I think the real question you are asking is: "aren't we at least justified in taking the low road instead of the high road?". And to that I would have to ask, does it matter? Taking the low road often feels good and certainly can be cathartic, but in most cases it results in worse circumstances rather than improved ones. So why not exemplify better than them exactly the sort of attitudes and behaviors that they are supposed to exemplify? Is it better to berate someone for their beliefs? Or is it better to show them that a person can be a paragon of humanity without those beliefs?
Beyond that, it would serve to polarize the disparity between believers vs. non-believers. You would convince them of nothing, they would convince you of nothing, and you would mutually escalate animosity. That sort of vicious circle tends not to end well for anyone.

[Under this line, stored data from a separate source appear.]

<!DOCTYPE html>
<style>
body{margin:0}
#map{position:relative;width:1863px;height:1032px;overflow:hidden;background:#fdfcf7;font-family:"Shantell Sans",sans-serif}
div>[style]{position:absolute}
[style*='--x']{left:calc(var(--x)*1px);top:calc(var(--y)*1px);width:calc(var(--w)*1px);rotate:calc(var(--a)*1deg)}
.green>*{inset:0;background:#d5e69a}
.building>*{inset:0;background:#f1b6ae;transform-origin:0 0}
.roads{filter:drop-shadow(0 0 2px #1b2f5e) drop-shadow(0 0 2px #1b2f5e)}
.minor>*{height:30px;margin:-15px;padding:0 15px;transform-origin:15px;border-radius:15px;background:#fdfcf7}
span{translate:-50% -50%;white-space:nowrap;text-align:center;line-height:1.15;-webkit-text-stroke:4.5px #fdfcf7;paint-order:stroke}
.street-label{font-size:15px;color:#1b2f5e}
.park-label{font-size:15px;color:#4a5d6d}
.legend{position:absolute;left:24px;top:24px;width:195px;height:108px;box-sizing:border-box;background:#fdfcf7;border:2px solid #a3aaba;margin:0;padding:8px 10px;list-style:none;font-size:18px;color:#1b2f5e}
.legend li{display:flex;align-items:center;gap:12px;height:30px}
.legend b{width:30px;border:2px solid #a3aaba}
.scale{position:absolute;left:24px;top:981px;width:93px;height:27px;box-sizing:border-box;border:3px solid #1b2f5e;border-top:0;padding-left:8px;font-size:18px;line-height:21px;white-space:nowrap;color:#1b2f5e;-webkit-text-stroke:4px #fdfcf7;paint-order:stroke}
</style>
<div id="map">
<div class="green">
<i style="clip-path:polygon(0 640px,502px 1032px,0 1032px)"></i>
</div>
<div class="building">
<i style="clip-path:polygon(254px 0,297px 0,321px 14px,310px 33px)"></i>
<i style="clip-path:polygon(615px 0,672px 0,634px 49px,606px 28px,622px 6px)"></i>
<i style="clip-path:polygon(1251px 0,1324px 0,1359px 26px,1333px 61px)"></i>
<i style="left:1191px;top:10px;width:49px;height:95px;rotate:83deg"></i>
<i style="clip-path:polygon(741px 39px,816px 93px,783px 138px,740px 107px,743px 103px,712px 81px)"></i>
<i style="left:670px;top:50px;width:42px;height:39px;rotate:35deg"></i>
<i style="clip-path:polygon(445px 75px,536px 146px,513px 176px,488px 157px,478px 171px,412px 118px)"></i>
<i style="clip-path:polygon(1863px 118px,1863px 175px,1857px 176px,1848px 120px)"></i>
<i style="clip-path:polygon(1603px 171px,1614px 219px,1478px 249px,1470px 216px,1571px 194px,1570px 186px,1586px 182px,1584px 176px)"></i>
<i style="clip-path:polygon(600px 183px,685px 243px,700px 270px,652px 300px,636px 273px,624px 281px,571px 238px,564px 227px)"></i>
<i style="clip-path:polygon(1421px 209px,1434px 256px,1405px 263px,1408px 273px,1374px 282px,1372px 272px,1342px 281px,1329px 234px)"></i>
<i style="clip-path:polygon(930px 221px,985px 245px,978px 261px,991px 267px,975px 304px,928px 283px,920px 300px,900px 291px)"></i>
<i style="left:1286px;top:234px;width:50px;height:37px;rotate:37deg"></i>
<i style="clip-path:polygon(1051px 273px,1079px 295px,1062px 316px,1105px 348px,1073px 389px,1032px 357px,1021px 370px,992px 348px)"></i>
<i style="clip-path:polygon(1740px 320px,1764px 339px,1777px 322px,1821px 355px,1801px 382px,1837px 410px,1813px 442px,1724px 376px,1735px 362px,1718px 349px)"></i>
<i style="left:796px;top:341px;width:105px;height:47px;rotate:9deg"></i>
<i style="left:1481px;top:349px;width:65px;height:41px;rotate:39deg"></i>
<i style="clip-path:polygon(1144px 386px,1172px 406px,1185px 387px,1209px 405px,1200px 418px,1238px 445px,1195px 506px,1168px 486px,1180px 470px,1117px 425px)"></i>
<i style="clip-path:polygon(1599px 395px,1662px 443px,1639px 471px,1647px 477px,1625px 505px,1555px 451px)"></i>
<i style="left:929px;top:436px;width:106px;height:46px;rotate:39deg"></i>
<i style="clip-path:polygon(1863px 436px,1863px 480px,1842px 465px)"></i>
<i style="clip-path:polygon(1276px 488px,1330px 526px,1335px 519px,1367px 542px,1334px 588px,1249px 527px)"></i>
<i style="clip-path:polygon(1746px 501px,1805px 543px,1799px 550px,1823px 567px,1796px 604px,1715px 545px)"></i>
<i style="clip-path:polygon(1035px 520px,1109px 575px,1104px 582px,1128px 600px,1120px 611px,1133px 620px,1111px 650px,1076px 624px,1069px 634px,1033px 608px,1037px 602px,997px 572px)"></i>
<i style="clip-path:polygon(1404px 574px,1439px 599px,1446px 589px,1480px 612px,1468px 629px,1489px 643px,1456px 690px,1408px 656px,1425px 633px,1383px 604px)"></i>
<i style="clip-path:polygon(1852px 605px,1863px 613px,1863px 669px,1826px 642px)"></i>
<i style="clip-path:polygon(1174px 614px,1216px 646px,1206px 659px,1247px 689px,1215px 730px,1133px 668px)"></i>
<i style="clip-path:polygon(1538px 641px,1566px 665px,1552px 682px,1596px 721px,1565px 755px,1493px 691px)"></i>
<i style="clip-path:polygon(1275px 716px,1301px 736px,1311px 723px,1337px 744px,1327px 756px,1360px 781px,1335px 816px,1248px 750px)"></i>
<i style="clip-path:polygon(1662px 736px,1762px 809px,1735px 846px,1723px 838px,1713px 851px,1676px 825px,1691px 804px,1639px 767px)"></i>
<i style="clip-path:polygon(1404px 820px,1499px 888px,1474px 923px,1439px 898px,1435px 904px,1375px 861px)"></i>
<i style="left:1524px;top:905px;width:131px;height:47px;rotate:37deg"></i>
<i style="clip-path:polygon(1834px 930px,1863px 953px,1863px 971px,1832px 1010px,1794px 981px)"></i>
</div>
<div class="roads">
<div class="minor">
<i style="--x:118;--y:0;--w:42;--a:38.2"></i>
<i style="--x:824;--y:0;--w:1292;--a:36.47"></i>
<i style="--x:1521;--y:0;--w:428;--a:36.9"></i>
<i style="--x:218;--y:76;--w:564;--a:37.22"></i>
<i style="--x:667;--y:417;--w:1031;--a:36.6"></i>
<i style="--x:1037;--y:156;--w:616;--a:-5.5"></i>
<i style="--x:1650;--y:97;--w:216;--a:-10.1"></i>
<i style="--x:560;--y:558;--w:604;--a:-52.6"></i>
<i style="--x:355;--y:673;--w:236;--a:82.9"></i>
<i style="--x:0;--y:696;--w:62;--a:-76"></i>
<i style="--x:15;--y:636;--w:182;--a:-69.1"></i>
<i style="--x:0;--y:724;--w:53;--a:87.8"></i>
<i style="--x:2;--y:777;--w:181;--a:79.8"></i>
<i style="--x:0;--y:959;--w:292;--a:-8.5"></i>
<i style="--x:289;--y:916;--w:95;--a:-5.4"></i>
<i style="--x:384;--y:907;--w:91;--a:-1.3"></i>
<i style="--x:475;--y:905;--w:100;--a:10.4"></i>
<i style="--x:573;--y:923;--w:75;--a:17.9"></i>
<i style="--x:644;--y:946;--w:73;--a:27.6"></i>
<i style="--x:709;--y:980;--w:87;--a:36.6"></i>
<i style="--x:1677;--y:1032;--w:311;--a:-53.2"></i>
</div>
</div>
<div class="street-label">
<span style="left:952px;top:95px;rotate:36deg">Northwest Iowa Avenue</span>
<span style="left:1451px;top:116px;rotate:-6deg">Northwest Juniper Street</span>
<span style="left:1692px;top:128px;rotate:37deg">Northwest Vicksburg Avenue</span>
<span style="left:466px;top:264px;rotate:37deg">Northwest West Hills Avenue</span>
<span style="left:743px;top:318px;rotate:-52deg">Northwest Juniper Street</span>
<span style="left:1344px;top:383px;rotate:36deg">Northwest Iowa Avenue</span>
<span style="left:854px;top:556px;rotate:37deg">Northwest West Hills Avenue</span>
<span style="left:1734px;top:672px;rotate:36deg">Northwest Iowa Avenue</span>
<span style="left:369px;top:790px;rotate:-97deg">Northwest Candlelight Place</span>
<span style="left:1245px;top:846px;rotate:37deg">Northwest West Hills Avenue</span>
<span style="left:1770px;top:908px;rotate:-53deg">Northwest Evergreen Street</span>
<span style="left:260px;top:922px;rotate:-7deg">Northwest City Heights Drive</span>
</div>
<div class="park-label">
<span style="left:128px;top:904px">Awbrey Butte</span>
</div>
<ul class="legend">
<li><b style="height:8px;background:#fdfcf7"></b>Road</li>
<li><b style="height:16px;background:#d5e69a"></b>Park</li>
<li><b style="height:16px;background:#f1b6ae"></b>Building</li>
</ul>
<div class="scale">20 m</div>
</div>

...and that's exactly why I am fine living in apathy. I don't like confrontation in any direction. The ones who believe and follow any religion, fine with me..The ones who don't believe, fine with me too. But, when the time comes to take side then that's when I have to use the "I don't care" card
It seems to me that people are moving away from religion! I have a hard time understanding how people can still believe in the holy books when all the stories are so far fetched! How could a person live in a whale, or how did they get animals from the far away place for their boat cruise, or where did the wives comefrom for Adam and Eves boys? That is just some of the silliness in the holy books.
Things seem to be progressing toward tribalism quickly. We can work with people who think differently than we if we have a larger common issue to fight. If a religious person is accepting of me I can be accepting of him although we might find fault with each others beliefs . Neither has to be apologetic about their core beliefs. Argue those things later. Niemoller was talking ideologies and it is true that religions are ideologies but not all the religious are part of the problem. We can't really fight the larger problems by ourselves.

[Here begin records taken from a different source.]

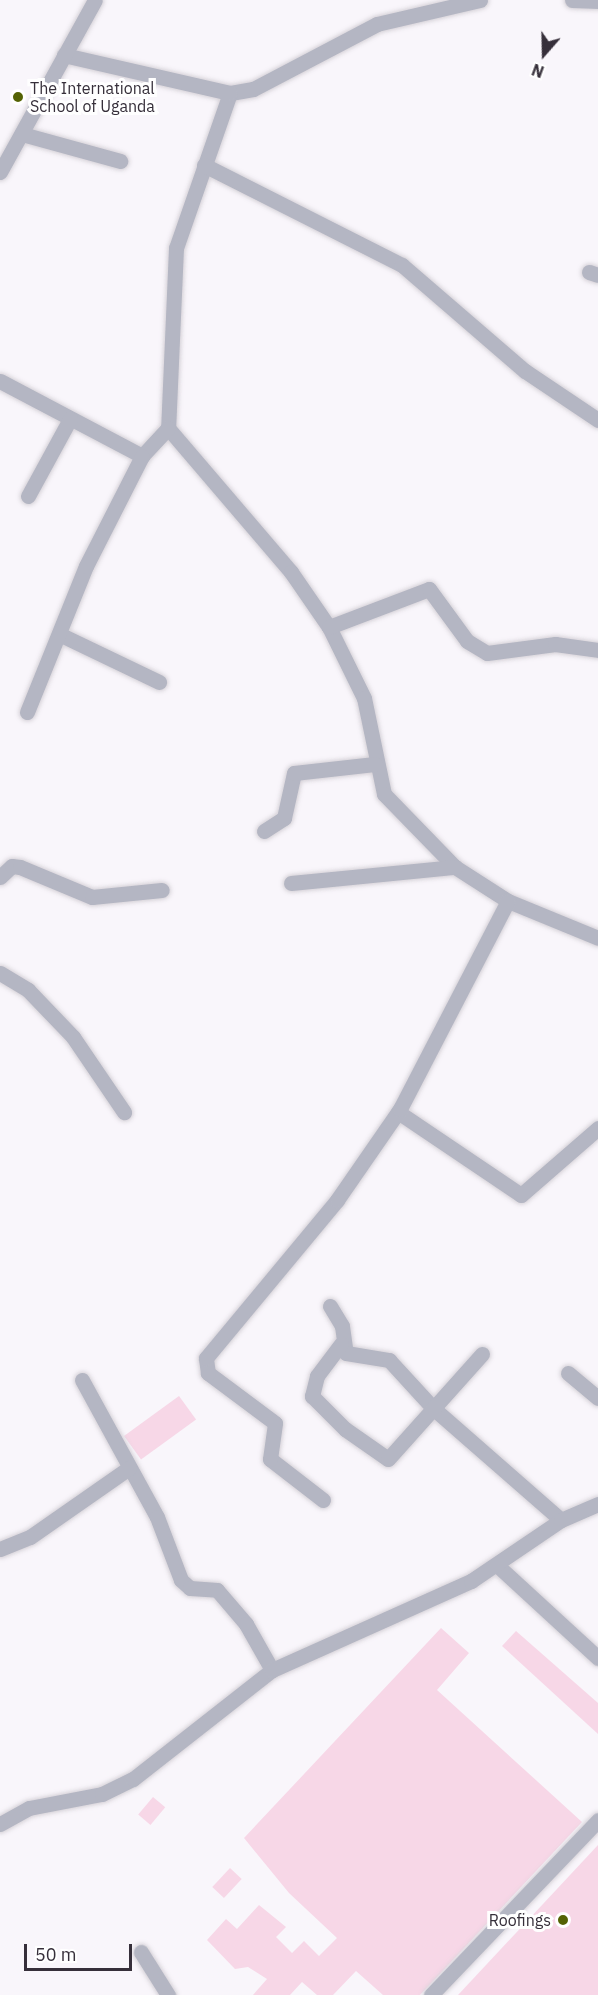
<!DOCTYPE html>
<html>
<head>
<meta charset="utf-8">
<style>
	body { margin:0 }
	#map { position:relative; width:598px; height:1995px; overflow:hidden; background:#f9f6fb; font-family:"IBM Plex Sans",sans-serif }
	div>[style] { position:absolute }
	.building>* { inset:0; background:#f7d7e7; transform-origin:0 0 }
	.roads { filter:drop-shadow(0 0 2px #d6d2d8) drop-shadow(0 0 2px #d6d2d8) }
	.minor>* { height:15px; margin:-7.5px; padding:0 7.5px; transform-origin:7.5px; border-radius:7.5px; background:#b4b6c3 }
	.dots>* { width:16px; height:16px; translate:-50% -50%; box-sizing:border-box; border:3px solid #fff; border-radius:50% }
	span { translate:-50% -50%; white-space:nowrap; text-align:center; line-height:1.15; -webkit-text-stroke:6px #fff; paint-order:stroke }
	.poi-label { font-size:16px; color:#362f3a }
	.left { translate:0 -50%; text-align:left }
	.right { translate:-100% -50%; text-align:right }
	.north { position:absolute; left:514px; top:24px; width:60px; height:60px; -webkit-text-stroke:4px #fff; paint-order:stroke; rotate:200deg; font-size:16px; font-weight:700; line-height:24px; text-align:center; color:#362f3a }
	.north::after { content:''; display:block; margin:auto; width:21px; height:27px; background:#362f3a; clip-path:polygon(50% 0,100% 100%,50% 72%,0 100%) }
	.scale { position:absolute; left:24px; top:1944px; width:108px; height:27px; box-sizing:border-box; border:3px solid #362f3a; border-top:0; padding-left:8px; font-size:18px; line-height:21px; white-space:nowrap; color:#362f3a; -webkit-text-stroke:4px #fff; paint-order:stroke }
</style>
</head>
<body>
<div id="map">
	<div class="building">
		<div style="left:179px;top:1396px;width:29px;height:68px;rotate:54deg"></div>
		<div style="clip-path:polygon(441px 1628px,469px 1653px,437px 1690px,582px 1822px,420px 1995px,383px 1995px,356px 1971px,333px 1995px,317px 1995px,302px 1982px,290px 1995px,253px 1995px,267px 1979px,248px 1967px,235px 1969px,207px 1940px,226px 1919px,237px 1929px,259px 1905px,286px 1927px,276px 1937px,292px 1953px,304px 1941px,319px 1956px,337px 1938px,289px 1893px,244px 1838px)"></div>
		<div style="clip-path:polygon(516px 1631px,598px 1703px,598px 1734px,502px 1646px)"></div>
		<div style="left:153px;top:1797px;width:16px;height:23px;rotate:40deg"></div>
		<div style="clip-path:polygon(598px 1845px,598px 1995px,458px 1995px)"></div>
		<div style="left:230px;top:1868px;width:16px;height:26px;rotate:43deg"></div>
	</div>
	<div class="roads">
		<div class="minor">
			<div style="left:480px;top:0;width:106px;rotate:166.9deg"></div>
			<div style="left:377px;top:24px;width:140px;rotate:152.3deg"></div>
			<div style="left:253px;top:89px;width:23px;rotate:170deg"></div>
			<div style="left:230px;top:93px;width:164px;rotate:109.2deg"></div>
			<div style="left:176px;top:248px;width:180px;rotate:92.5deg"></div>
			<div style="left:168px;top:428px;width:189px;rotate:49.5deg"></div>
			<div style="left:291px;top:572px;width:67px;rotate:55.4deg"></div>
			<div style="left:329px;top:627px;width:79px;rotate:63.8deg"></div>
			<div style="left:364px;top:698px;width:98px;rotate:78.2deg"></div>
			<div style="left:384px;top:794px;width:102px;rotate:45.8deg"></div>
			<div style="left:455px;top:867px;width:63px;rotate:32.7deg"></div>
			<div style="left:508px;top:901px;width:97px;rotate:22.3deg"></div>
			<div style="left:572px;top:0;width:26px;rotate:2deg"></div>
			<div style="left:64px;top:55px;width:170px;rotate:12.9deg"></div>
			<div style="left:22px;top:134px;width:102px;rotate:15.4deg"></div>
			<div style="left:204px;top:165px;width:222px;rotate:26.8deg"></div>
			<div style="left:402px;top:265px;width:162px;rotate:40.8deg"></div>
			<div style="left:525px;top:371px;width:88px;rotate:33.9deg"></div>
			<div style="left:0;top:172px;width:196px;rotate:-61.1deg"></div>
			<div style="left:589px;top:272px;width:9px;rotate:18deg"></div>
			<div style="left:0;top:381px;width:161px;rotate:27.8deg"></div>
			<div style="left:142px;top:456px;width:38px;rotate:-47deg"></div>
			<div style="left:28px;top:496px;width:88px;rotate:-61.4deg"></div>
			<div style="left:329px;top:627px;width:107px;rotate:-20.8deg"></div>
			<div style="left:429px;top:589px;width:64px;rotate:53.8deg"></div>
			<div style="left:467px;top:641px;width:23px;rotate:31deg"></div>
			<div style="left:487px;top:653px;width:69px;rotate:-7.5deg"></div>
			<div style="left:555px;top:644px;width:43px;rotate:7.9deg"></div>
			<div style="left:59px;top:634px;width:111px;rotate:25.6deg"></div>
			<div style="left:27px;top:712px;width:157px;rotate:-68deg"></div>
			<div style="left:86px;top:566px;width:123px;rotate:-63deg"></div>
			<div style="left:264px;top:831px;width:24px;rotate:-33deg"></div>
			<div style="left:284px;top:818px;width:46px;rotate:-77.5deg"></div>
			<div style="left:294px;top:773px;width:81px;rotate:-6.4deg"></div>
			<div style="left:0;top:877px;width:16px;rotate:-43deg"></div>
			<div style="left:12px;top:866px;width:8px;rotate:7deg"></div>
			<div style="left:20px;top:867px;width:78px;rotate:22.6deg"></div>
			<div style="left:92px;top:897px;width:70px;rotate:-5.7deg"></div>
			<div style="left:291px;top:883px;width:165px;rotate:-5.6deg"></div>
			<div style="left:0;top:973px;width:33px;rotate:31deg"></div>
			<div style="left:28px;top:990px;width:65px;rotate:46.2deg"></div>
			<div style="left:73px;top:1037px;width:91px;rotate:55.8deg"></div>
			<div style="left:398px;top:1112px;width:148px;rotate:34deg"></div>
			<div style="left:521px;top:1195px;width:102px;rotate:-41deg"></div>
			<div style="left:330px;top:1306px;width:23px;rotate:59deg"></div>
			<div style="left:342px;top:1326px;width:27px;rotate:82deg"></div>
			<div style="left:346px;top:1353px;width:44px;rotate:9.2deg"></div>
			<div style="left:389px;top:1360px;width:65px;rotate:47.5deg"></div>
			<div style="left:433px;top:1408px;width:170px;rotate:41.2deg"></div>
			<div style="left:341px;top:1344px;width:40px;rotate:127deg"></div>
			<div style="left:317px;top:1376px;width:21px;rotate:104deg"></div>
			<div style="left:312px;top:1396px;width:47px;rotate:45deg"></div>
			<div style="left:345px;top:1429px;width:52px;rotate:34.9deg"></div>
			<div style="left:388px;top:1459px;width:141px;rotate:-48.2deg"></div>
			<div style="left:568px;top:1373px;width:39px;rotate:40deg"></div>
			<div style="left:82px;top:1380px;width:156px;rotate:61.3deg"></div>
			<div style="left:157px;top:1517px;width:67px;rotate:69.1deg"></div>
			<div style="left:181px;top:1580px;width:12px;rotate:42deg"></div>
			<div style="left:190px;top:1588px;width:27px;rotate:4deg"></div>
			<div style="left:217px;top:1590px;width:45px;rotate:49.5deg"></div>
			<div style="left:246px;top:1624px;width:53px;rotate:60.5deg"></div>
			<div style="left:323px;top:1500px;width:67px;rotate:-142.3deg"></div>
			<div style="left:270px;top:1459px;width:36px;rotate:-82deg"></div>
			<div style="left:275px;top:1423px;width:84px;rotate:-143.3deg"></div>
			<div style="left:208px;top:1373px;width:15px;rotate:-98deg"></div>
			<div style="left:206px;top:1358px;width:205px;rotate:-50.3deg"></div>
			<div style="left:337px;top:1200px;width:111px;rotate:-55.3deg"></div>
			<div style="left:400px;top:1109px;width:234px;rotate:-62.6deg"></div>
			<div style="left:0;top:1549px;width:32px;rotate:-22deg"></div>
			<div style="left:30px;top:1537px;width:121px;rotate:-34.9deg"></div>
			<div style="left:498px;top:1566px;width:136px;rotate:42.6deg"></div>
			<div style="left:0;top:1824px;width:33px;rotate:-29deg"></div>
			<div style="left:29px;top:1808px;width:74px;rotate:-10.9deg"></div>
			<div style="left:102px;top:1794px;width:34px;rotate:-26deg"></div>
			<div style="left:133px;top:1779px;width:177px;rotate:-38.1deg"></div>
			<div style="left:272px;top:1670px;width:218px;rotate:-24.1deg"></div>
			<div style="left:471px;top:1581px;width:109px;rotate:-34.1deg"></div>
			<div style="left:561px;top:1520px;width:40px;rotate:-23.4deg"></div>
			<div style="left:141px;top:1952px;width:51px;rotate:57.9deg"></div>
			<div style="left:431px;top:1995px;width:242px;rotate:-46.3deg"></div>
		</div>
	</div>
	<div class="dots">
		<div style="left:18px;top:97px;background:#546204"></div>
		<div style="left:563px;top:1920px;background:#546204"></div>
	</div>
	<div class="poi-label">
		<span class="left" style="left:30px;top:97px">The International<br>School of Uganda</span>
		<span class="right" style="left:551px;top:1920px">Roofings</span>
	</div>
	<div class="north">N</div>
	<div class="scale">50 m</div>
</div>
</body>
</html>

As an agnostic, I've seen good and evil in both theists and atheist.
Why then would I want to disrespect one but not the other?
In fact, I choose to respect both since beliefs don't kill people, people kill people.
It's not the belief that is dangerous or delusional, but what a person does with those beliefs.
And thus it's not apologetic to treat both the theists and atheists as people, not as stereotypes.
After all, you are calling them delusional and dangerous the same as they call you delusional and dangerous and condemning them for not accepting your beliefs the same as they condemn you for not accepting theirs;
Do you see how you are the same person, but with just different beliefs; how a theist is the mirror reflection of an atheist, same behaiviour, just flipped around each claiming they are the real person and you are the fake image?